Anlässlich des Starts des neuen Festivals hat Matthias Osiecki mit der künstlerischen Leiterin ein Gespräch geführt.

Matthias Osiecki: Die Idee zum Festival Retz, das heuer erstmals stattfindet, wurde sozusagen entlang der Thaya ergangen.
Kim Gaynor: Vor etwa einem Jahr haben Rudolf Berger und ich Peter Turrini und Silke Hassler kennen gelernt. Ich war davor noch niemals in Retz. Wir machten damals einen gemeinsamen Spaziergang entlang der Thaya hinüber nach Tschechien über jene Brücke, die man zur Zeit des Eisernen Vorhangs nicht passieren konnte. Und wir sprachen viel über die Vergangenheit dieser Region. Ich war sofort von der wunderschönen Landschaft begeistert und so kam der Gedanke: Wir müssen hier etwas gemeinsam machen. Die Brücke ist nun seit 1989 wieder geöffnet - um dieses Thema herum lässt sich doch die Programmatik für ein Festival bauen.

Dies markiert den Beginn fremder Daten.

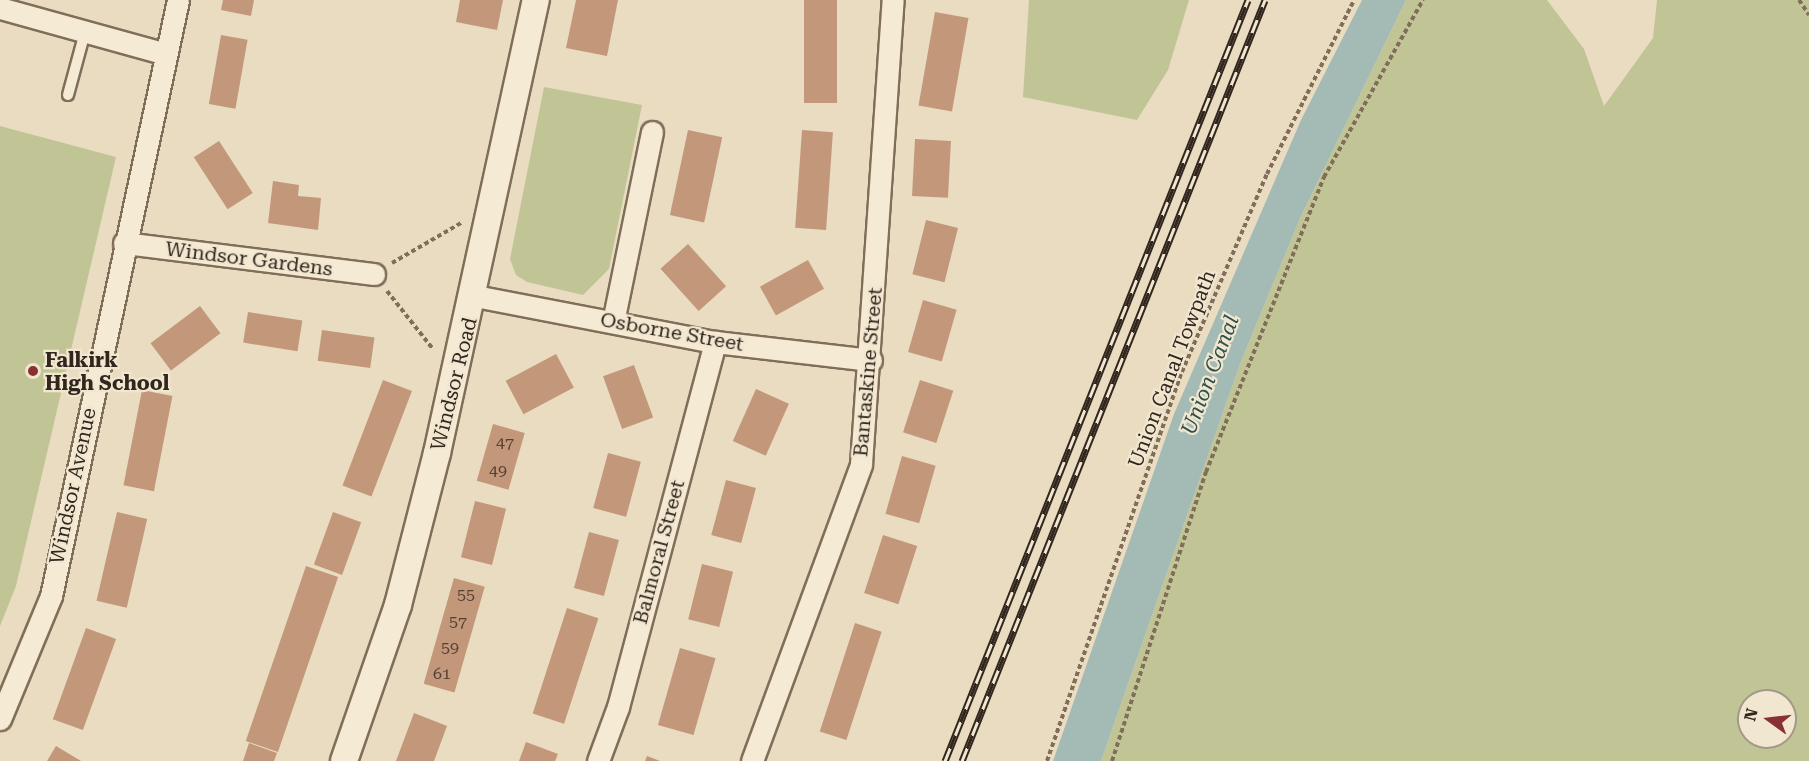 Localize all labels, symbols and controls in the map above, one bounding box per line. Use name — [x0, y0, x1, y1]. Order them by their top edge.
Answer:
street label: Windsor Gardens — [164, 237, 334, 281]
street label: Union Canal Towpath — [1123, 267, 1221, 471]
street label: Bantaskine Street — [849, 286, 887, 458]
street label: Osborne Street — [598, 308, 746, 356]
water label: Union Canal — [1176, 312, 1244, 438]
street label: Windsor Road — [426, 315, 482, 453]
place label: Falkirk High School — [45, 348, 169, 395]
marker: Falkirk High School — [26, 364, 40, 378]
street label: Windsor Avenue — [45, 406, 101, 566]
house number: 47 — [496, 433, 514, 453]
house number: 49 — [489, 461, 507, 481]
street label: Balmoral Street — [628, 477, 690, 627]
house number: 55 — [457, 585, 475, 605]
house number: 57 — [449, 612, 467, 632]
house number: 59 — [441, 638, 459, 658]
house number: 61 — [433, 664, 451, 684]
north arrow — [1737, 689, 1797, 749]
text: N — [1740, 706, 1762, 723]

Sie haben innerhalb eines Jahres, also einer sehr kurzen Vorlaufzeit für ein Festival, ein vielfältiges Programm mit hochrangigen Künstlern wie u.a. Robert Menasse, Christoph Ransmayr, Christine Nöstlinger oder Hermann Beil realisiert.
Peter Turrini hat natürlich beste Kontakte zu den Schriftstellern. Rudolf Berger und ich kommen vom Musik- und Opernsektor. Also stellte sich die Frage: Wie können wir ein neues Programm mit Literatur und Musik entwickeln? Wir hatten Glück, denn alle eingeladenen Schriftsteller, Sänger und Musiker waren am Festival-Thema interessiert - und haben sofort zugesagt.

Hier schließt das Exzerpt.